- **Exercise**: From the entries below, gather every line containing the string "stream".

━━ Supplied data ━━

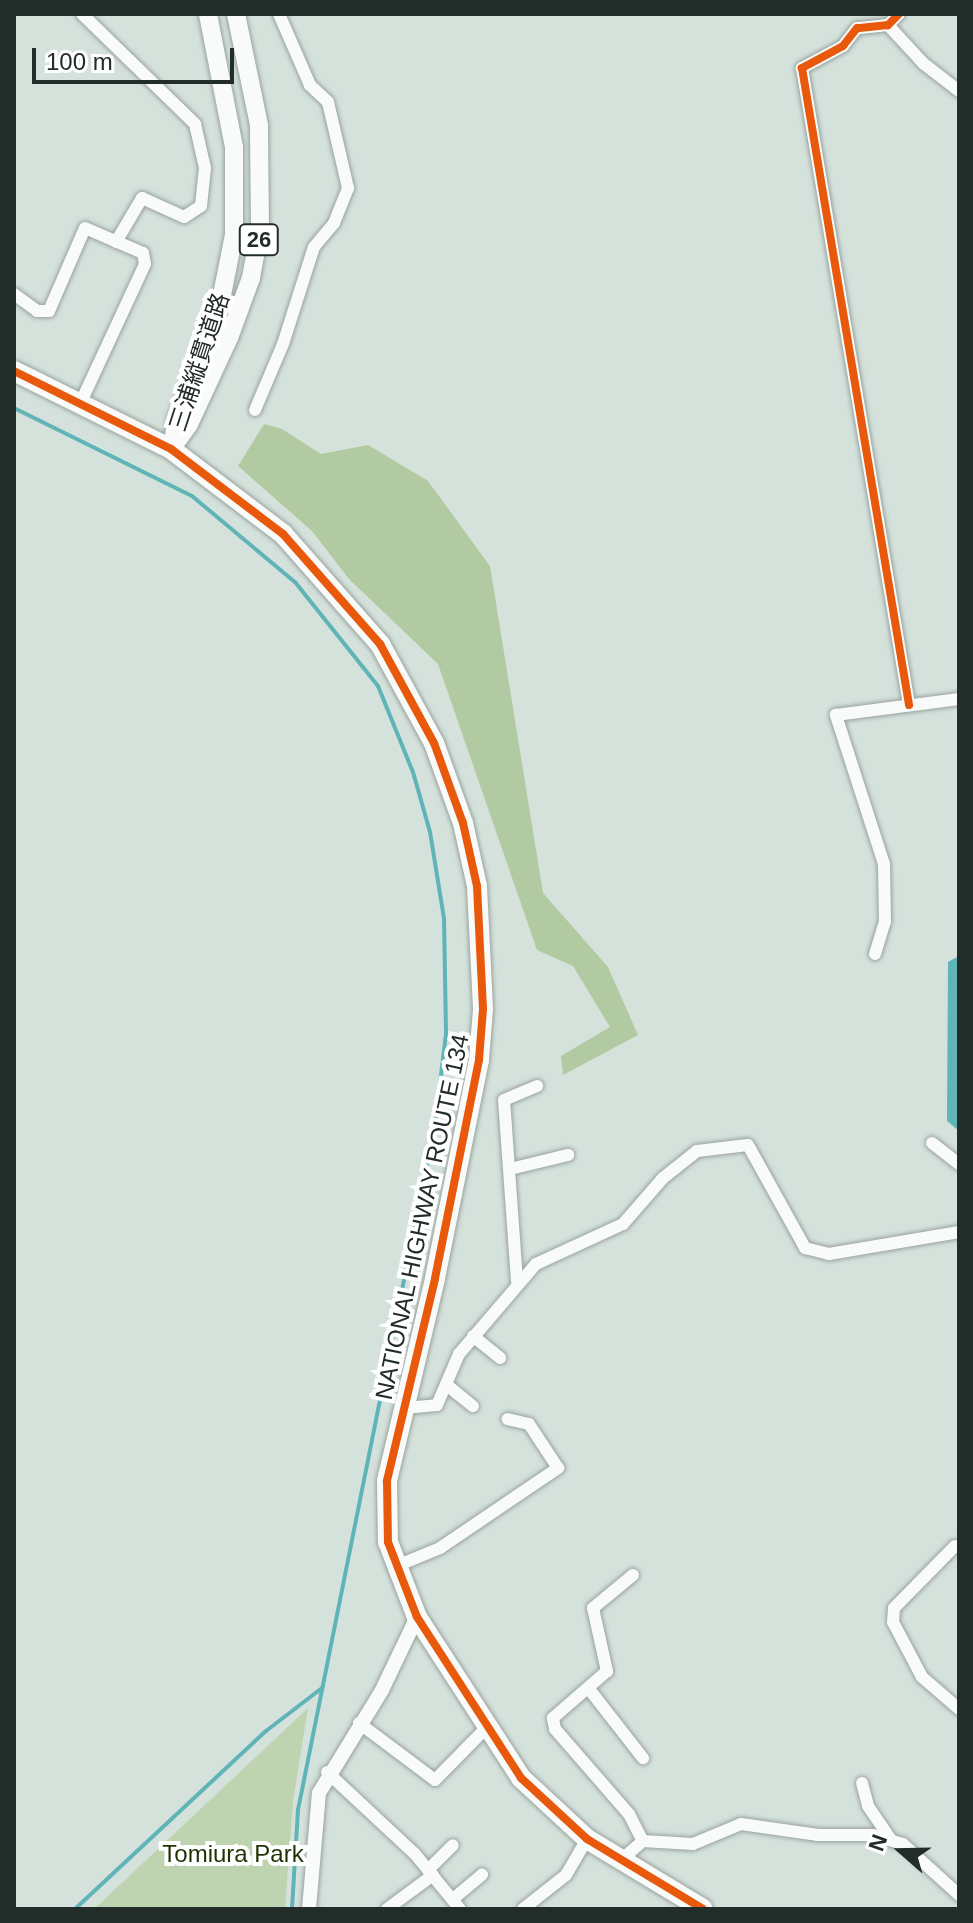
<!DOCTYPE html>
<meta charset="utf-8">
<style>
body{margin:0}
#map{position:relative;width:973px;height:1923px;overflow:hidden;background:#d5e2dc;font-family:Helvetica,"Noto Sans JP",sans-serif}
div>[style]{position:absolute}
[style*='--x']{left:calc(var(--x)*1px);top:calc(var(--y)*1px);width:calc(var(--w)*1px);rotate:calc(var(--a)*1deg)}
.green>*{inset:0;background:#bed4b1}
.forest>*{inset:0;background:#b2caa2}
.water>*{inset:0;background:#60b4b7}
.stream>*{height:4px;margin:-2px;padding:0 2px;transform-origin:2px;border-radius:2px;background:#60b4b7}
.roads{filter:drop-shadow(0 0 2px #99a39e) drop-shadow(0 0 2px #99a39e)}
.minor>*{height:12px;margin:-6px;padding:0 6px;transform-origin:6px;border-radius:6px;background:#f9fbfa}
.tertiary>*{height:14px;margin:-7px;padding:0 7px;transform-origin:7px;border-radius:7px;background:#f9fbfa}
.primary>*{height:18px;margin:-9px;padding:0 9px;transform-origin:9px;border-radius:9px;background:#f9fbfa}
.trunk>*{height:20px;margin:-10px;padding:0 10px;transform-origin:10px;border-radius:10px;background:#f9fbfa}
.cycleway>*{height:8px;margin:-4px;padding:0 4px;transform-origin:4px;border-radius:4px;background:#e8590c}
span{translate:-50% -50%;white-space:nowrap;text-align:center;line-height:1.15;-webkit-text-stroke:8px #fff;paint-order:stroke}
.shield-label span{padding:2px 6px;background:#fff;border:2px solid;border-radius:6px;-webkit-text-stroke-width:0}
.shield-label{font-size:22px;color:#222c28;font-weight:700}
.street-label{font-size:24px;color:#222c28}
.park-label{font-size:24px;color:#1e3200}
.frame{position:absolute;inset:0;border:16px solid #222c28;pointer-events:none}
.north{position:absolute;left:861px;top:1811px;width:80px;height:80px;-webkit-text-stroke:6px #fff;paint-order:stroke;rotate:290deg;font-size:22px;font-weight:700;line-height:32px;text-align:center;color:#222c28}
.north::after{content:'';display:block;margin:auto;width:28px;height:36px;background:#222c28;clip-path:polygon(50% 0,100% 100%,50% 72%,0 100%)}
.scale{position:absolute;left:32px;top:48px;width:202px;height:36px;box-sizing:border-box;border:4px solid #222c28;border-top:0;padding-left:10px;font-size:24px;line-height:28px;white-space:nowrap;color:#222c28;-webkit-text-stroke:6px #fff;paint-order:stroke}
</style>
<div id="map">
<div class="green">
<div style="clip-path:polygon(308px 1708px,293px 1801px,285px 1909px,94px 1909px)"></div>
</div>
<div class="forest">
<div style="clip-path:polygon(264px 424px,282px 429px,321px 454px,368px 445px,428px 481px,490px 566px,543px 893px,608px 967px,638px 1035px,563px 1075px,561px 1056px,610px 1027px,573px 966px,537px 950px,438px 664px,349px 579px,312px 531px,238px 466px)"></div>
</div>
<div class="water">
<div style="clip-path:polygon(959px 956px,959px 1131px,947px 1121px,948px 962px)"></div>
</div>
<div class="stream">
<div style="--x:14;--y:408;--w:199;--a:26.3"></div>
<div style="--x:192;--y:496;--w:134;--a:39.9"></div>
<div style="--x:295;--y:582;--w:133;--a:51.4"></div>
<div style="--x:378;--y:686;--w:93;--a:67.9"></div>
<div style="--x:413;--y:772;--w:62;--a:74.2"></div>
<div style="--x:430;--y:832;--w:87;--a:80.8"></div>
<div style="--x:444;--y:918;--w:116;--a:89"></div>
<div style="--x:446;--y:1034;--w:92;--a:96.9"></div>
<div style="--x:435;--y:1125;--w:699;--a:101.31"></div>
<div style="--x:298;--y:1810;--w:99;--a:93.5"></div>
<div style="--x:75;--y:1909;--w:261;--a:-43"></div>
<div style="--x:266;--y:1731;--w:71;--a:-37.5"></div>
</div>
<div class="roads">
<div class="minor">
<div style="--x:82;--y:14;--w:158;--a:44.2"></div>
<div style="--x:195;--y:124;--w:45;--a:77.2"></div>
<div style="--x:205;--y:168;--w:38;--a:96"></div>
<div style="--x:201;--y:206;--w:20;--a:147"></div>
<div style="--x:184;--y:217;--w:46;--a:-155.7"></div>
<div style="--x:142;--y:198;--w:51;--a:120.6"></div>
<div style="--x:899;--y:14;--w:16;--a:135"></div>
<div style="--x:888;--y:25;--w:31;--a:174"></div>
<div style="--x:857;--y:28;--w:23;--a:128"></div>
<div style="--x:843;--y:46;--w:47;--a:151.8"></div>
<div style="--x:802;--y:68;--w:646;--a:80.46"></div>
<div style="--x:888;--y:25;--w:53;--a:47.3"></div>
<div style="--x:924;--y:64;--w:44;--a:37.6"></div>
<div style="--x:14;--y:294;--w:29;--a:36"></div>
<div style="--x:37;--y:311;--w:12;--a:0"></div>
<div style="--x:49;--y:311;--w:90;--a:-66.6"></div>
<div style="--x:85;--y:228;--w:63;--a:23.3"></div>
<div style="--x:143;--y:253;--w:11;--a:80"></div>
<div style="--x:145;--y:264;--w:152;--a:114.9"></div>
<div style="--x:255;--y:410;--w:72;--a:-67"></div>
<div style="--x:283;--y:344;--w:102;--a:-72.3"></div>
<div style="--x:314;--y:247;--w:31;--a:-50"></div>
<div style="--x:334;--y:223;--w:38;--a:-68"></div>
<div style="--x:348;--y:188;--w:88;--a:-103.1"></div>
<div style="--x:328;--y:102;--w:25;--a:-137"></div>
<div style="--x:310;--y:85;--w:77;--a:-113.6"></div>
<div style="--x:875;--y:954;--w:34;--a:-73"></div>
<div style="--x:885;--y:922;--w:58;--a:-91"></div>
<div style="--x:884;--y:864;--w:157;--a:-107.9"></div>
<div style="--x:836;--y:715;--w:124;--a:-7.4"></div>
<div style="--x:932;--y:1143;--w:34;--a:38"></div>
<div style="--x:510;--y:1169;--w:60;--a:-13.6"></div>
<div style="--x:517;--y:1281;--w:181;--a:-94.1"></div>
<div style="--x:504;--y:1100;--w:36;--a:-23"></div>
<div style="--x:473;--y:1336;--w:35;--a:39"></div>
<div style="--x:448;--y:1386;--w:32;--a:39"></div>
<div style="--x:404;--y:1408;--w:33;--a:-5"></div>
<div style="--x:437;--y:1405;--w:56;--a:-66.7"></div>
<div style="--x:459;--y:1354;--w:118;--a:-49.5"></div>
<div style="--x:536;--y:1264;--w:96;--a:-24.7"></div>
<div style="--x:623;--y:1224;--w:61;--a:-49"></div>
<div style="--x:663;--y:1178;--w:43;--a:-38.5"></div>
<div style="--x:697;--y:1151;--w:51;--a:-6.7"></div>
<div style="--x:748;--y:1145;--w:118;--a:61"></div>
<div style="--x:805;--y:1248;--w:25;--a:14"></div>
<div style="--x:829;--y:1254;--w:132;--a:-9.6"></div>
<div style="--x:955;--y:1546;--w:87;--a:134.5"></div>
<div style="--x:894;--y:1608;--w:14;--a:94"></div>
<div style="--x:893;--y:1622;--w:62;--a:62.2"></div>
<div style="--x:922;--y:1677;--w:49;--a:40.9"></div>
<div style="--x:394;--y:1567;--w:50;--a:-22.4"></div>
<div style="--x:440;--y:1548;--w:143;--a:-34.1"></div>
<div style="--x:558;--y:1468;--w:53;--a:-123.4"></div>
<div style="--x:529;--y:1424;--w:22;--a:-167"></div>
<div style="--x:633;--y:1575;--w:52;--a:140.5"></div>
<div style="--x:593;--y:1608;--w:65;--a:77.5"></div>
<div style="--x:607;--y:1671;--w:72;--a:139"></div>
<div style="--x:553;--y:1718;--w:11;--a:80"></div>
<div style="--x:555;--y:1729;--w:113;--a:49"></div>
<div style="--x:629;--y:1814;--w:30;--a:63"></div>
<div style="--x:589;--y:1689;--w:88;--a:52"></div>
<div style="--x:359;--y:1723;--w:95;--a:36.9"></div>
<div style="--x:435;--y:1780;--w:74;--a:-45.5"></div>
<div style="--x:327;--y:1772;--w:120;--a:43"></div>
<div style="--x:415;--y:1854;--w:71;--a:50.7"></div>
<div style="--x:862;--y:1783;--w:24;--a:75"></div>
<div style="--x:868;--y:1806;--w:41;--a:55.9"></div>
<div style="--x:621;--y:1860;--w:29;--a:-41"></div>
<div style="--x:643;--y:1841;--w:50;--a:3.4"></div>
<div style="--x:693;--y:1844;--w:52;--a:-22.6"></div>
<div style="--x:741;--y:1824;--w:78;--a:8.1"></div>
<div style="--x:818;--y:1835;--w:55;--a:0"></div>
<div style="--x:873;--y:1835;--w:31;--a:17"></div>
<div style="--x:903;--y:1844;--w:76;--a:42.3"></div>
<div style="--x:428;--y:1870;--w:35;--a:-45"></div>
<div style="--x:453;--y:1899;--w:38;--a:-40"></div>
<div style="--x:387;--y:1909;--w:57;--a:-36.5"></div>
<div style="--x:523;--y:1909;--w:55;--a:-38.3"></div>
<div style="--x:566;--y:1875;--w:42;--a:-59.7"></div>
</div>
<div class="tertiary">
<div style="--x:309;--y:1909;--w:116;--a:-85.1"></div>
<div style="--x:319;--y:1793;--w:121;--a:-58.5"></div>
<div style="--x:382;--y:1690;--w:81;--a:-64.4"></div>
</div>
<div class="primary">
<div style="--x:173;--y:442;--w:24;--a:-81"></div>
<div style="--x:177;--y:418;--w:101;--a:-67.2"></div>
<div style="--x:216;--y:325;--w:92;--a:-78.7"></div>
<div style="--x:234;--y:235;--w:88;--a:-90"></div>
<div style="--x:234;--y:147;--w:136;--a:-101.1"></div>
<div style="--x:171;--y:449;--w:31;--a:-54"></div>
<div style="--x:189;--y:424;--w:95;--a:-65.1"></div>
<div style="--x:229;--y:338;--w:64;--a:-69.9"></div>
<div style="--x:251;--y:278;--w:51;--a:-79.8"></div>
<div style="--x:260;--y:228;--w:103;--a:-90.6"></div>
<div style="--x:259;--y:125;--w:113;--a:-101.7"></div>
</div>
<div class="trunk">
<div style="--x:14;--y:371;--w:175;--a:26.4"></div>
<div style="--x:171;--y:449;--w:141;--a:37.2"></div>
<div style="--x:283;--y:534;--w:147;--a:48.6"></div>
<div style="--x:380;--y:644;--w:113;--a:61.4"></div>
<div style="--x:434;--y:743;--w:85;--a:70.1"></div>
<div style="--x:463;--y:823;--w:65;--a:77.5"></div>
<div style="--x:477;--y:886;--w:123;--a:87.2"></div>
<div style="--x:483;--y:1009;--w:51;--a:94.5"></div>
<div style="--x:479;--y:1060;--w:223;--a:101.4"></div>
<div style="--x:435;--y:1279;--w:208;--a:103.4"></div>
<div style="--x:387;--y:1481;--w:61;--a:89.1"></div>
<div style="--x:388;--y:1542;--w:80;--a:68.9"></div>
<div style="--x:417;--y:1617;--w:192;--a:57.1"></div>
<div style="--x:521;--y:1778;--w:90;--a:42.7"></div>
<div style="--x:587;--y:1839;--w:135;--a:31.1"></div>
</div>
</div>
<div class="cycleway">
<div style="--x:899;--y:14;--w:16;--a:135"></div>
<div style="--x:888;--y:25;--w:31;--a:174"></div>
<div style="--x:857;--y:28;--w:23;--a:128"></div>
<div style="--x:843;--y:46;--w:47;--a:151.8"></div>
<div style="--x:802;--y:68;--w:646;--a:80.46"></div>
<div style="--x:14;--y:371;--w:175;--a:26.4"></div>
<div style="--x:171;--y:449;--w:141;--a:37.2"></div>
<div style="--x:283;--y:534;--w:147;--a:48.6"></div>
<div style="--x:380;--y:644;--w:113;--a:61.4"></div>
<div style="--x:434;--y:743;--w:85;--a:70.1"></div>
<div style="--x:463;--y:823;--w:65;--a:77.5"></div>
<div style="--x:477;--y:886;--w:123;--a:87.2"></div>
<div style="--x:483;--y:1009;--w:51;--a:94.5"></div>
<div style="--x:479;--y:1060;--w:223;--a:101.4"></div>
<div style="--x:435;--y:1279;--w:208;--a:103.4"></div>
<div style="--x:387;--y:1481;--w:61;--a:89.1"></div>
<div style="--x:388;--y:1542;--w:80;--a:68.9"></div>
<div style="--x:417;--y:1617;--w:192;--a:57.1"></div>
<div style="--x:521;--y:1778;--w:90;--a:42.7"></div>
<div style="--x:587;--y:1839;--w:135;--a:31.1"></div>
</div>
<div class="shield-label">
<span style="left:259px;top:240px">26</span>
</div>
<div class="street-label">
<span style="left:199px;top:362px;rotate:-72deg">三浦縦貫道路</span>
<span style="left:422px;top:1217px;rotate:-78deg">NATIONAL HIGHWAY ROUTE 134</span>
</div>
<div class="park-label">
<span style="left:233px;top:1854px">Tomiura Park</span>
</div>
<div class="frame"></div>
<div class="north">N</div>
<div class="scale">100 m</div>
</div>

━━━

- **Problem solution**:
.stream>*{height:4px;margin:-2px;padding:0 2px;transform-origin:2px;border-radius:2px;background:#60b4b7}
<div class="stream">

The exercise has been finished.